Data shown:

*** Begin section ***

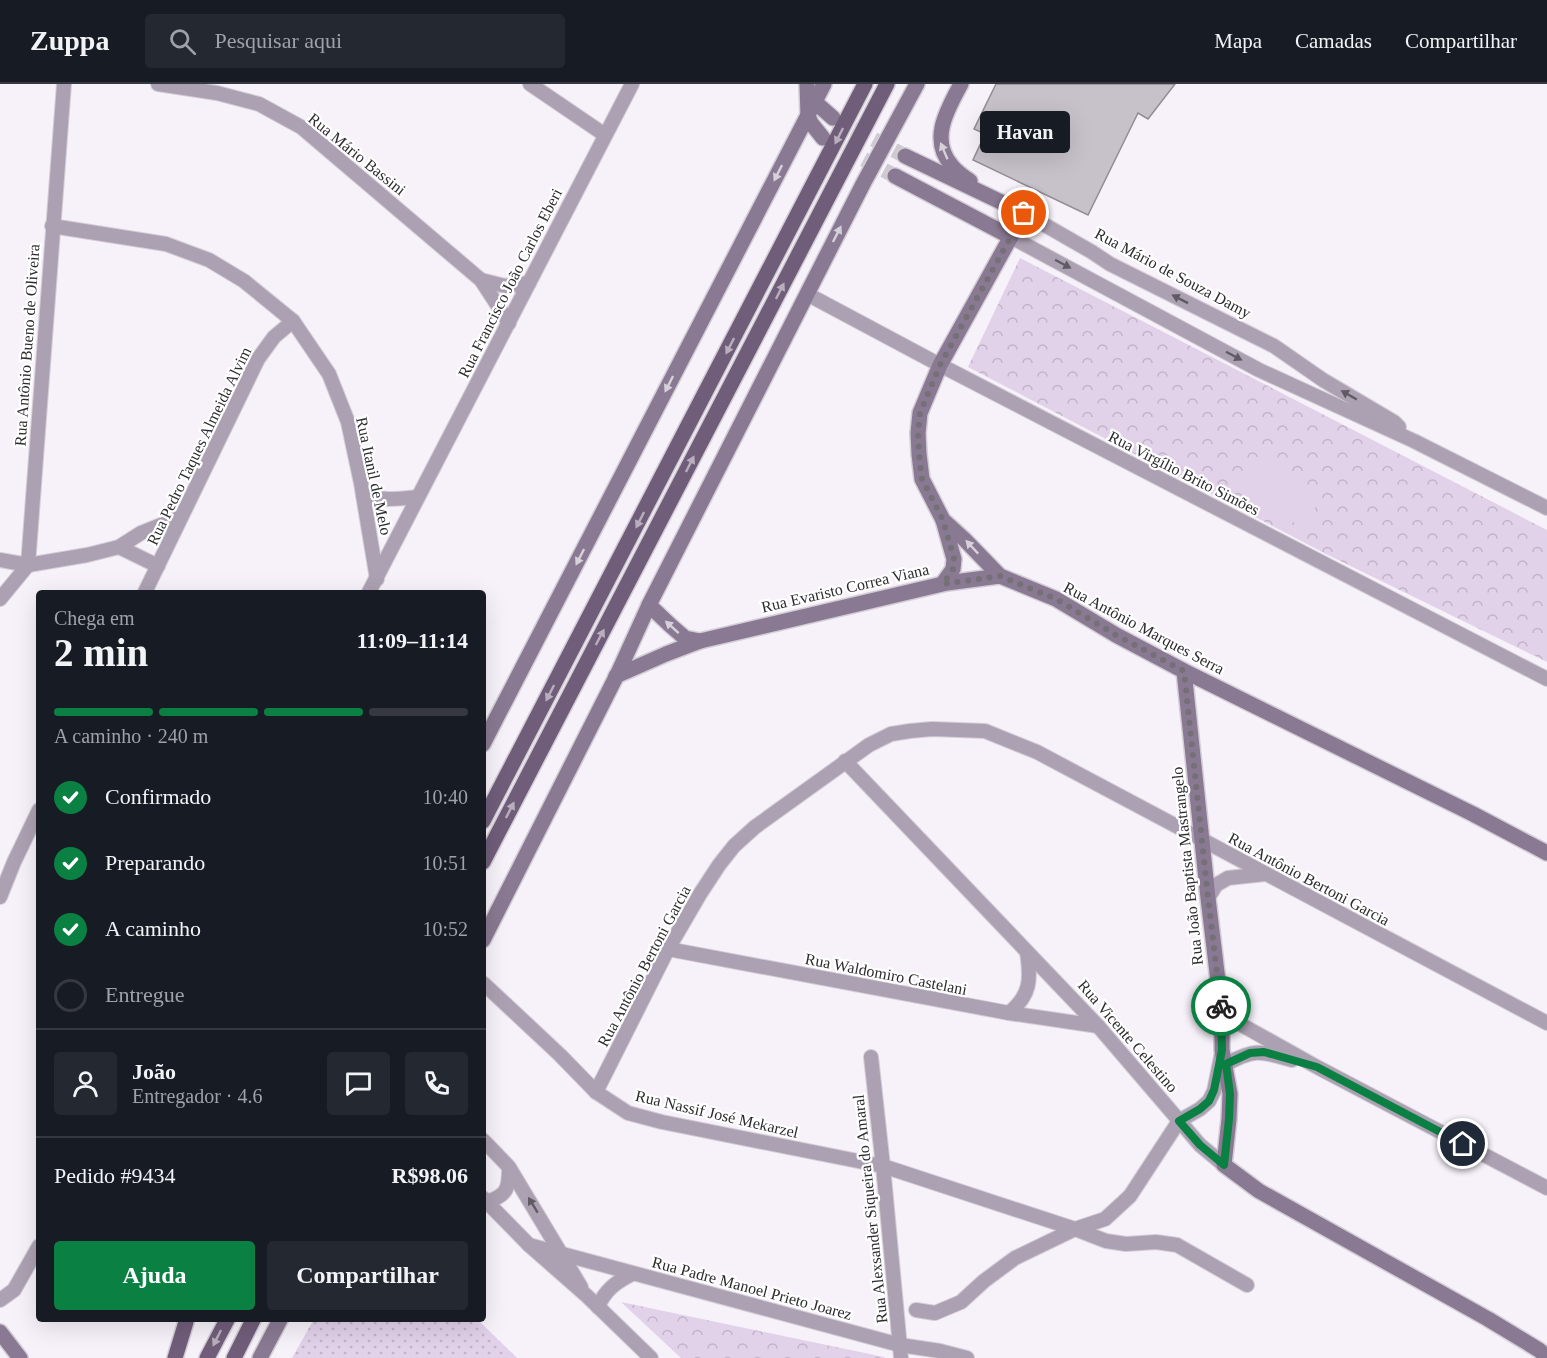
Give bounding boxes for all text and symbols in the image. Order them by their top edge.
search box [145,14,565,68]
text: Zuppa [30,25,109,56]
icon: search [166,25,199,58]
text: Pesquisar aqui [214,28,342,53]
text: Mapa [1214,29,1262,53]
text: Camadas [1295,29,1372,53]
text: Compartilhar [1405,29,1517,53]
street label: Rua Mário Bassini [305,110,409,199]
callout: Havan [979,111,1069,153]
text: Havan [997,121,1053,143]
one-way arrow [834,127,844,145]
one-way arrow [940,143,949,160]
one-way arrow [773,165,783,182]
street label: Rua Francisco João Carlos Eberi [455,185,565,380]
pin [998,187,1049,238]
icon: bag [1007,196,1040,229]
street label: Rua Mário de Souza Damy [1092,225,1254,322]
one-way arrow [833,226,842,243]
street label: Rua Antônio Bueno de Oliveira [11,243,43,447]
one-way arrow [1054,259,1071,269]
one-way arrow [775,282,785,299]
one-way arrow [1171,294,1188,304]
one-way arrow [725,338,734,355]
street label: Rua Pedro Taques Almeida Alvim [144,344,256,548]
one-way arrow [1226,351,1243,361]
one-way arrow [664,376,674,393]
one-way arrow [1341,390,1357,401]
street label: Rua Itanil de Melo [353,415,395,537]
street label: Rua Virgílio Brito Simões [1105,428,1262,519]
one-way arrow [685,455,695,472]
one-way arrow [635,511,645,528]
one-way arrow [965,540,979,555]
one-way arrow [575,549,584,566]
street label: Rua Evaristo Correa Viana [759,560,931,616]
street label: Rua Antônio Marques Serra [1060,578,1227,678]
text: Chega em [54,607,135,629]
one-way arrow [665,621,680,634]
text: 11:09–11:14 [357,628,468,653]
one-way arrow [595,628,605,645]
text: 2 min [54,631,148,674]
one-way arrow [545,684,555,701]
text: A caminho · 240 m [54,725,208,747]
street label: Rua João Baptista Mastrangelo [1168,766,1207,966]
icon: check [54,781,87,814]
text: Confirmado [105,784,211,809]
text: 10:40 [422,786,468,808]
one-way arrow [505,801,514,818]
street label: Rua Antônio Bertoni Garcia [1226,829,1392,929]
icon: check [54,847,87,880]
text: Preparando [105,850,205,875]
text: 10:51 [422,852,468,874]
street label: Rua Antônio Bertoni Garcia [594,883,694,1049]
icon: check [54,913,87,946]
text: A caminho [105,916,201,941]
text: 10:52 [422,918,468,940]
street label: Rua Waldomiro Castelani [804,950,969,998]
courier [1191,976,1251,1036]
street label: Rua Vicente Celestino [1075,977,1181,1095]
text: Entregue [105,982,184,1007]
icon: bike [1205,990,1238,1023]
button: person [54,1052,117,1115]
button: chat [327,1052,390,1115]
button: phone [405,1052,468,1115]
text: João [132,1059,176,1084]
text: Entregador · 4.6 [132,1085,263,1107]
street label: Rua Nassif José Mekarzel [634,1087,801,1141]
street label: Rua Alexsander Siqueira do Amaral [849,1093,891,1324]
pin [1437,1118,1488,1169]
icon: home [1446,1127,1479,1160]
text: Pedido #9434 [54,1163,176,1188]
text: R$98.06 [392,1163,468,1188]
one-way arrow [527,1197,538,1214]
button: Ajuda [54,1241,255,1310]
button: Compartilhar [267,1241,468,1310]
street label: Rua Padre Manoel Prieto Joarez [650,1253,854,1323]
one-way arrow [213,1330,222,1347]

*** End section ***

Lines of the material in which the word "check" occurs are to be copied out.

icon: check [54,781,87,814]
icon: check [54,847,87,880]
icon: check [54,913,87,946]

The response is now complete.